Think green on Planet Blue: 3 easy ways to protect the environment while at work
With Earth Day approaching on Saturday, it’s a great opportunity to celebrate the university’s commitment to sustainability on campus and consider how each employee can contribute to the cause.
The institution offers several programs aimed at helping faculty and staff become better stewards of the environment while at work, whether in a traditional office setting or unique spaces like research labs. (Restrictions apply in some patient care settings, so check with your supervisor.)
“At U-M, we want to be the Leaders and Best in sustainability. Everyone has a role to play in making that happen,” said Barb Hagan, a U-M sustainability representative.
Become a Planet Blue Ambassador
It’s quick and easy to become a champion of the environment at U-M through the Planet Blue Ambassadors program.

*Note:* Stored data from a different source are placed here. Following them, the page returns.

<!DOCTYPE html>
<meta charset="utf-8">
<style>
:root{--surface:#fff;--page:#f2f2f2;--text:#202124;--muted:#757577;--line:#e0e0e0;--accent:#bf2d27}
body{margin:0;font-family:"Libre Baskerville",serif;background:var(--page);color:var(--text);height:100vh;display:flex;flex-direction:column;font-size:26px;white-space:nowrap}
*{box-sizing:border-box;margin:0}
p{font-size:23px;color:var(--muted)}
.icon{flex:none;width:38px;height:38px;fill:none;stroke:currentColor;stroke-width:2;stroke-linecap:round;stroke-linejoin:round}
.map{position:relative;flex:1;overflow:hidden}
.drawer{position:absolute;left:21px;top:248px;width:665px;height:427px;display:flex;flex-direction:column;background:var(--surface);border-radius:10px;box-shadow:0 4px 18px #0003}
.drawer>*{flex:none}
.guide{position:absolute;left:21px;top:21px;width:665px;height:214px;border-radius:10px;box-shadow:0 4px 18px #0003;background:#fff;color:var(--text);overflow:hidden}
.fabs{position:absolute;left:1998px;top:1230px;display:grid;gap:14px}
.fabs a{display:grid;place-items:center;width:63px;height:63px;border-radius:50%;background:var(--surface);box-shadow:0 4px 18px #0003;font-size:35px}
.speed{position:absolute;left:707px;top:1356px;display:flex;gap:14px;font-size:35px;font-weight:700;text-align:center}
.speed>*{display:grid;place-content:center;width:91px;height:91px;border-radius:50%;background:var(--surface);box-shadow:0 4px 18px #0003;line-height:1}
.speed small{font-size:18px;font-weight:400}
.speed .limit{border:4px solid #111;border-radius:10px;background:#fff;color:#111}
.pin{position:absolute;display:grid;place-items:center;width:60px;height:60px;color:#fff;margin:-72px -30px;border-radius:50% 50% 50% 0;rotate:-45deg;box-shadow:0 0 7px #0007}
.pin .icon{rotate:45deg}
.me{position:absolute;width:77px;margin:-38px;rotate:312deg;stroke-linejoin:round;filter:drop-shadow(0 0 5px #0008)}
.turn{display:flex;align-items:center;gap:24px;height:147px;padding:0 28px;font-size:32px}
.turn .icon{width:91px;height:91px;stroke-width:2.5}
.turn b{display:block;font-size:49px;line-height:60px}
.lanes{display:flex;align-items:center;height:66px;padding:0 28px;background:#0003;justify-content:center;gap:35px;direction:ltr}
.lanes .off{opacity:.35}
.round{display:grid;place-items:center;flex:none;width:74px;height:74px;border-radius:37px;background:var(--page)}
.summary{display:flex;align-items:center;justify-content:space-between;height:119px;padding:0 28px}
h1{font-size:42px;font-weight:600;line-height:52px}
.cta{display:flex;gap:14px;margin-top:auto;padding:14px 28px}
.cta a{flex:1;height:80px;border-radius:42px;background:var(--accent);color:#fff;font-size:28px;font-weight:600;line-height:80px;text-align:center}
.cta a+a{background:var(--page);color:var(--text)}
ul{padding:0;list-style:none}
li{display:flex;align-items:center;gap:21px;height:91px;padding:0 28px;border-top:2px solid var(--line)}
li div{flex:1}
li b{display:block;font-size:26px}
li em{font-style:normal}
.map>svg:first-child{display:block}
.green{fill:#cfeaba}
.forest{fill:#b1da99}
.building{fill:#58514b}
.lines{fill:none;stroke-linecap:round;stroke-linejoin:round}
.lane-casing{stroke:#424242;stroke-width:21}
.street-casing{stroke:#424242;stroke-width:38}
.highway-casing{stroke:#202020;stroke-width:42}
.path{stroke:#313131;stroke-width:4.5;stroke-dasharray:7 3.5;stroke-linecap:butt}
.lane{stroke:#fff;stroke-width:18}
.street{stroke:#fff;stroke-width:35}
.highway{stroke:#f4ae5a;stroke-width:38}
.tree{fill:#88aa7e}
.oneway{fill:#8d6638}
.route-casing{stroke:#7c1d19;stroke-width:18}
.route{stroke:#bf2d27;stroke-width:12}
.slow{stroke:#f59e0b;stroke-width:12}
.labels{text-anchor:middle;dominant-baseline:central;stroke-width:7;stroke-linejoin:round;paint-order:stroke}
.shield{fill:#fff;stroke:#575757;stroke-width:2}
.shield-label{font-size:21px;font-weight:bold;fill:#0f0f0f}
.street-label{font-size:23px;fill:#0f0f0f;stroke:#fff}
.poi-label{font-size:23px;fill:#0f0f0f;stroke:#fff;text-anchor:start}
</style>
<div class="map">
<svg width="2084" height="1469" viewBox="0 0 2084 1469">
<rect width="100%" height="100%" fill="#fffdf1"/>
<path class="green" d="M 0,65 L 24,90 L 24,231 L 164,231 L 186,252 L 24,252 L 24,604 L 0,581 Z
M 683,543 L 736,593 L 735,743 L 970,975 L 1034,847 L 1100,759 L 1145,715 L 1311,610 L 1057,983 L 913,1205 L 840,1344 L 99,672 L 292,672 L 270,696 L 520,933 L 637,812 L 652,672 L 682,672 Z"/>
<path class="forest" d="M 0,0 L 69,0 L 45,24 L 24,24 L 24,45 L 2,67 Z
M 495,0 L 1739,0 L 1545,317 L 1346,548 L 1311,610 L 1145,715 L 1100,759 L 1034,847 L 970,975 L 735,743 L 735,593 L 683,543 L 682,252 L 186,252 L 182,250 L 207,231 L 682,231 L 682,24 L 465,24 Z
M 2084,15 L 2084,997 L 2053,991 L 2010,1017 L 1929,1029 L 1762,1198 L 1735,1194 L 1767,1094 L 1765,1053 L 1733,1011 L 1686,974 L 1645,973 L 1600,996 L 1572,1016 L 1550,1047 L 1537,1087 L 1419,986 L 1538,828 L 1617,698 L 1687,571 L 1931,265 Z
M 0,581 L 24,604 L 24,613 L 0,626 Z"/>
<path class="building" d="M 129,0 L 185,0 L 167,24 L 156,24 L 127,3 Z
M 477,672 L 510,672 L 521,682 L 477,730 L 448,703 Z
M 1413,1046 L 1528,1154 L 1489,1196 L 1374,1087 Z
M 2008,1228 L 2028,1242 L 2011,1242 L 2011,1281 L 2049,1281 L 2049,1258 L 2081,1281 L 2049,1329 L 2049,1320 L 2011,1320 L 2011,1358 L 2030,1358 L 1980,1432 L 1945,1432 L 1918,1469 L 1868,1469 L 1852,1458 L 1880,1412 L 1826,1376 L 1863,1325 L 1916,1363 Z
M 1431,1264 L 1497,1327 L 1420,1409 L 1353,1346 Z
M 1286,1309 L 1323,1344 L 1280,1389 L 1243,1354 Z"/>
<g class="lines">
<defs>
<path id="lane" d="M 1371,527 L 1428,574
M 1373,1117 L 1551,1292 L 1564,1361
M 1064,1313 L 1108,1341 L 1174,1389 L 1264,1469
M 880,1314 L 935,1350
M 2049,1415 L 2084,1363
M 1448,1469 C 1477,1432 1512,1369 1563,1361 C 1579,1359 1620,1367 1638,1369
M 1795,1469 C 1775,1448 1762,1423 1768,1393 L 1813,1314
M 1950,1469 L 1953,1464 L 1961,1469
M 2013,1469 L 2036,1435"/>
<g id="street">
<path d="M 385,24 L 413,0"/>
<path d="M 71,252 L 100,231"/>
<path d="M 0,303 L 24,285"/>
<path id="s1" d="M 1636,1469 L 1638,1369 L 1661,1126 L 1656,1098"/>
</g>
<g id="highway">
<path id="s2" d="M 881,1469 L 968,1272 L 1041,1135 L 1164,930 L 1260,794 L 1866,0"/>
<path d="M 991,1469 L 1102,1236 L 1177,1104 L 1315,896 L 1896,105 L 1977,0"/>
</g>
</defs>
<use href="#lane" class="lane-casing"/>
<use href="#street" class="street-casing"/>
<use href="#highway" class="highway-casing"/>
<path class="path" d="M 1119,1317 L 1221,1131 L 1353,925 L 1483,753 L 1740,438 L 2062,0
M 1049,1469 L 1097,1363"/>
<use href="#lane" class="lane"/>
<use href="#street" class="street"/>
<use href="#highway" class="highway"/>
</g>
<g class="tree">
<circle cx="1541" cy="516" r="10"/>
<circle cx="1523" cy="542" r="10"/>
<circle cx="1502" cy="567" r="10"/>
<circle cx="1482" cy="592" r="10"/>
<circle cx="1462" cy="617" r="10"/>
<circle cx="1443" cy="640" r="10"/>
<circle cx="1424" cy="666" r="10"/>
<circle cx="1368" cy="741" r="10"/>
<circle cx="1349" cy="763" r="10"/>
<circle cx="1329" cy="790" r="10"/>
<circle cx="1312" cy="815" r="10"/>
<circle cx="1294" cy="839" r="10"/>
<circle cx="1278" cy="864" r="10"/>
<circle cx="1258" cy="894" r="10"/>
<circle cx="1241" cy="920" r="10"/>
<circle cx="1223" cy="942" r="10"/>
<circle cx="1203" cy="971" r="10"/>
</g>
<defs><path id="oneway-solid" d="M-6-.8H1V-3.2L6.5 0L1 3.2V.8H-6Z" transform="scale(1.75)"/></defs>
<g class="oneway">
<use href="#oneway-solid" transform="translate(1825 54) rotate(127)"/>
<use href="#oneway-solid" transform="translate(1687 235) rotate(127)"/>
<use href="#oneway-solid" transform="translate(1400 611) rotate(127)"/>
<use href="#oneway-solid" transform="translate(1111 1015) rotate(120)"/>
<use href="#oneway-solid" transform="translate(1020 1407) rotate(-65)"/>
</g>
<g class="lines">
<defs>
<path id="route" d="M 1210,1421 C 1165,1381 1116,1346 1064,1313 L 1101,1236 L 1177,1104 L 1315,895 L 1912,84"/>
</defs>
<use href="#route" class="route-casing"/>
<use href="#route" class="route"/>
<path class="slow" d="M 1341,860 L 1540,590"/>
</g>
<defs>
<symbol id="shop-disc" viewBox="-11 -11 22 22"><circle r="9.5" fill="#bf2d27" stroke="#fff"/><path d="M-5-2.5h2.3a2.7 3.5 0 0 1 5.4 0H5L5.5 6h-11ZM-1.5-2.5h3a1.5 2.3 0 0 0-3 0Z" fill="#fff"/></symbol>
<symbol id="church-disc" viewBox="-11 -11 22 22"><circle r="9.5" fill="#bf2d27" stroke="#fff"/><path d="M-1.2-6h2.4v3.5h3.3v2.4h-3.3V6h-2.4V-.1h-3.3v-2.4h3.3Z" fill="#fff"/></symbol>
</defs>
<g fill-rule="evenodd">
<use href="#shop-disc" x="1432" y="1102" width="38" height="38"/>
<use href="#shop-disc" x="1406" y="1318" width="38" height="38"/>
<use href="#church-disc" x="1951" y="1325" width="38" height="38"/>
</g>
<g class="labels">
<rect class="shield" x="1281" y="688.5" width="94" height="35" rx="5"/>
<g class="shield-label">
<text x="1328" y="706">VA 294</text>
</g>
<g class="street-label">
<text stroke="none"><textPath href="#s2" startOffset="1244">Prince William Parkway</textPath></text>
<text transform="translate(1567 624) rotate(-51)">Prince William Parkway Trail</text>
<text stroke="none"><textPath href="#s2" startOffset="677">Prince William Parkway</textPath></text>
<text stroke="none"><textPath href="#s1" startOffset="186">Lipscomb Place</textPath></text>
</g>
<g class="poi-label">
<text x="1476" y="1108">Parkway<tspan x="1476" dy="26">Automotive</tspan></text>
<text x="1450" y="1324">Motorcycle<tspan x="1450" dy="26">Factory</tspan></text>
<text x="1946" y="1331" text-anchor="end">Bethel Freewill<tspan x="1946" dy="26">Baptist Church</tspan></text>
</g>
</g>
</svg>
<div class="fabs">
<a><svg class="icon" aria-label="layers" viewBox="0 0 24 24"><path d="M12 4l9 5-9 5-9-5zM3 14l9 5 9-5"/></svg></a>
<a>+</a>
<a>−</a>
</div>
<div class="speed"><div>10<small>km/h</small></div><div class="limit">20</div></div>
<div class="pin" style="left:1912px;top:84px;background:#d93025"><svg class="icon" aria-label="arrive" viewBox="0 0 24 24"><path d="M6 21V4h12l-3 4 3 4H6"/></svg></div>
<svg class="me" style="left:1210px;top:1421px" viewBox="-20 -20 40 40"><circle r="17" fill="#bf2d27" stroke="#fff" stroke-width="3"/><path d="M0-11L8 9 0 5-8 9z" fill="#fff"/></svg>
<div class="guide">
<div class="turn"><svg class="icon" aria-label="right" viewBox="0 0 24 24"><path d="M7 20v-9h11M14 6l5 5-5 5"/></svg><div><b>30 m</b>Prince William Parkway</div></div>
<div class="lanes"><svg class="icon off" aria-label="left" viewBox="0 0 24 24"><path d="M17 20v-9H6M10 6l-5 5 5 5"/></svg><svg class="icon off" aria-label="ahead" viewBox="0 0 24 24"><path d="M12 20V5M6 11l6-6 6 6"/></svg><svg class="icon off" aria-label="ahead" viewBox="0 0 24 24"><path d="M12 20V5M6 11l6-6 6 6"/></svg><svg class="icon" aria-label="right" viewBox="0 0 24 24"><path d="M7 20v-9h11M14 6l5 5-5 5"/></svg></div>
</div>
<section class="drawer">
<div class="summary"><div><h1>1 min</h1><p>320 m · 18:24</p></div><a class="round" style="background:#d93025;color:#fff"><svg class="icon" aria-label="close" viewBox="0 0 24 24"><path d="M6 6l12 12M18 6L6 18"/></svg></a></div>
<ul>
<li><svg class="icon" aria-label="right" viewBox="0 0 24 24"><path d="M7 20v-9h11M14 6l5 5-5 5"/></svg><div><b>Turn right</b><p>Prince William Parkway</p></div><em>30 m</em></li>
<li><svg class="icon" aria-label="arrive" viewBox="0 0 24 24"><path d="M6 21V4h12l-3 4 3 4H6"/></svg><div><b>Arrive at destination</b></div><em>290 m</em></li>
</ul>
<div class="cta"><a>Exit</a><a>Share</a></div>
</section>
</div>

By completing five five-minute modules online, any faculty, staff or student can become certified as a Planet Blue Ambassador — giving them access to a monthly e-newsletter detailing environmental programs and events on campus, and invitations to participate in green challenges, such as riding a bike to work. Ambassadors also receive a free reusable water bottle or shopping bag.
Interested? Register online by visiting the Planet Blue ambassadors website.
Designate your area as a sustainable workplace
Engage colleagues in sustainability by having your department or unit designated as a sustainable workplace. To earn the distinction, staff members must voluntarily adopt behaviors that lessen environmental impact by identifying current gaps in sustainability and implementing best practices to address them.
To get started, complete an online self-assessment of your current work environment. The assessment covers topics ranging from the types of lightbulbs used to how accessible recycling bins are in your area.
Once the questionnaire is completed, a member of the Office of Campus Sustainability will conduct a walkthrough to informally offer other suggestions. When those suggestions are adopted, the unit will receive certification and recognition on the campus sustainability website.
“Faculty and staff members who commit to creating a sustainable workplace are doing their part to reduce their impact on the environment,” Hagan said. “And if everyone at U-M does their small part, the university as a whole will make a huge impact.”
Adopt sustainable lab practices
For those who carry out research, the university offers a sustainable labs program aimed at limiting pollution, utilizing green chemistry, saving energy and increasing chemical recycling.
“Every lab has a different goal for how they can become more sustainable,” said Sudhakar Reddy, Ph.D., sustainability coordinator of the program. “Some labs can substitute safer chemicals for the highly-toxic ones currently used. Others may be able to improve how they manage hazardous waste or join our ChEM Reuse program, where we collect chemicals each Friday to be recycled and used by other labs on campus.”
The labs program is similar to the sustainable workplaces program, including a self-assessment and staff visit. The Sun Laboratory in the North Campus Research Complex was recently certified as a sustainable lab and is now recognized online along with others on campus.
“The program has helped us minimize the use of energy and hazardous materials,” said Jinhui Liao, Sun lab manager. “We eliminated the use of ethidium bromide, mercury thermometers and radioactive materials. Not only do we now work in a safer workplace, but we are also helping to keep our planet clean.”